Nice old color example of Visscher's decorative map of Africa.
Offered here in the second state, with the privilege added to the lower right part of the map. This map was used in a number of atlases produced by Nicolaas Visscher up to 1679, when upon his death, his son Nicolaas Visscher II began issuing his own Atlas Minor, using his father's plate. The second state of the map has been found in atlases dated as late as 1696.
A beautiful map of the continent of Africa filled with details of mythical towns, rivers, and mountains, which continues to reflect the Ptolemaic view of Africa. To prepare this map, Visscher used Willem Blaeu's 1608 wall map of Africa. As in Blaeu's map, Visscher depicts a common source for the Cuama and Spirito Santo Rivers of the Zambere River originating in Sacaf Lacus in Southern Africa. The general outline of the continent is surprisingly modern in appearance.

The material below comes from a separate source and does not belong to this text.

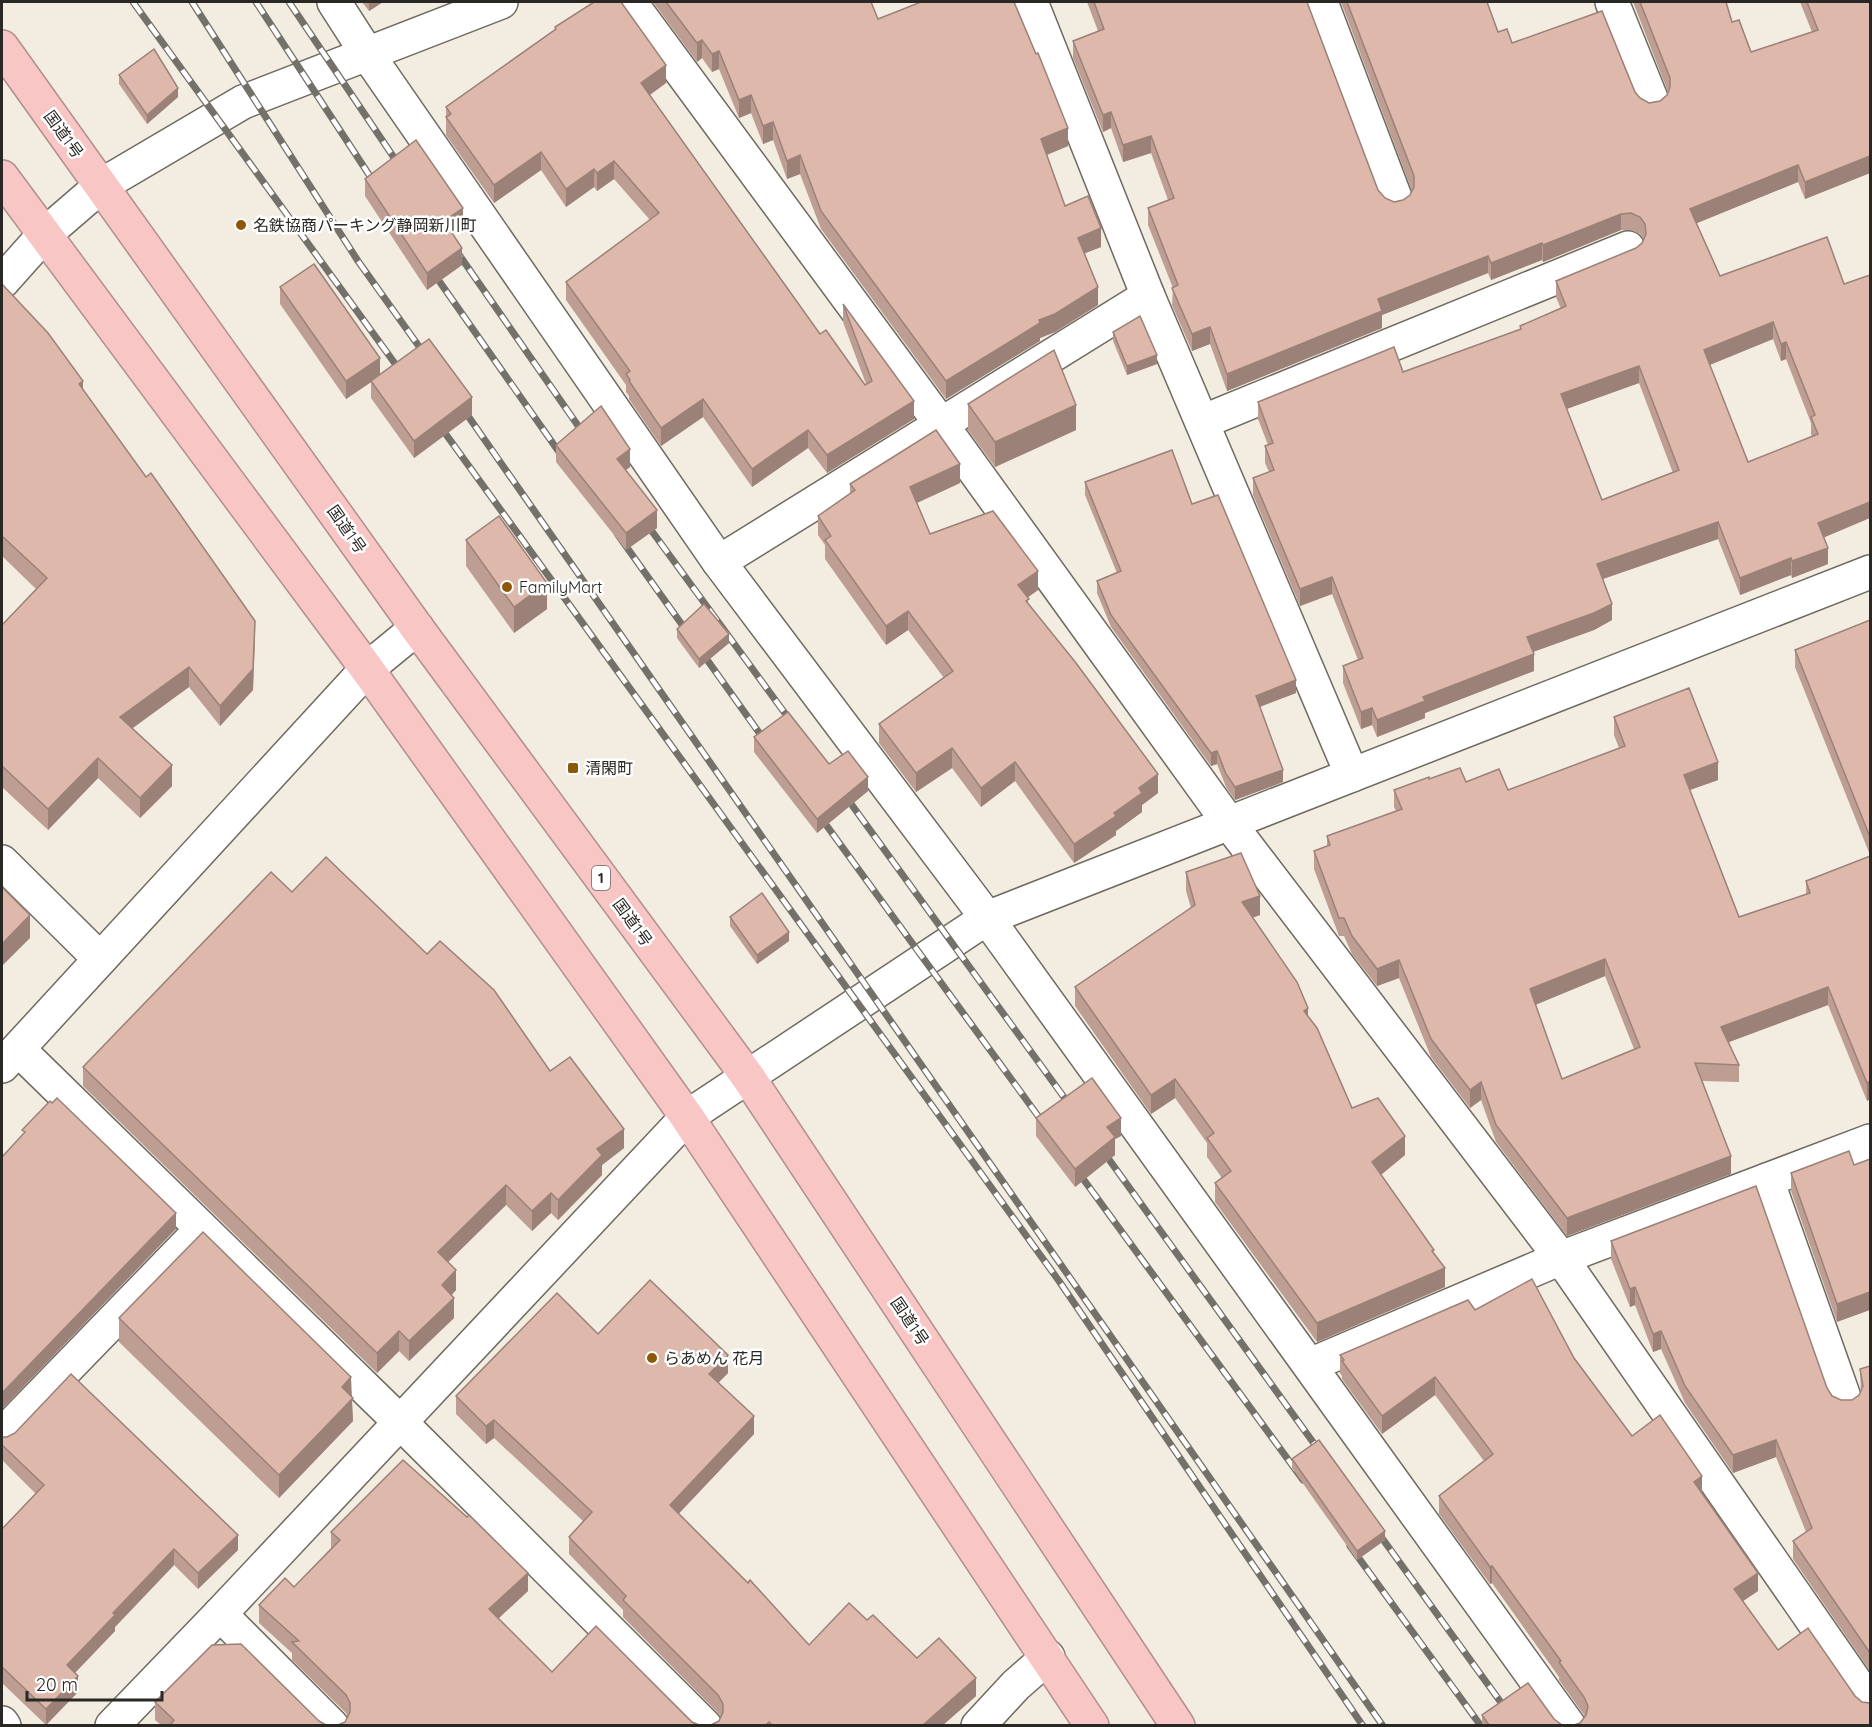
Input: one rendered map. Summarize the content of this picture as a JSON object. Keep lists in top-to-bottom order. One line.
{"streets":{"highway":["国道1号","1"]},"places":{"other":["名鉄協商パーキング静岡新川町","FamilyMart","らあめん 花月"],"transit":["清閑町"]},"scale_bar":"20 m"}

The South African coastline is shown in great detail. In 1652, the first Dutch settlement under Jan van Riebeeck at the Cape of Good Hope occurred, and Visscher incorporates this information into his map. Visscher introduces a number of Dutch names interspersed with older Portuguese names: Tafel bay (Table Bay), Tafel berg (Table Mountain), Robben Eyl (Robben Island), and Schorre hoek (the southern-most point in Africa).
The title cartouche in upper right is surrounded by two Africans, one holding a scorpion and the other a cornucopia. The dedication in lower left to the Dutchman, Gerard Schaep, is surrounded by Neptune and mermaids. Blank land spaces are filled with African Animals and the sea is full of sailing vessels with a few flying fish and a whale.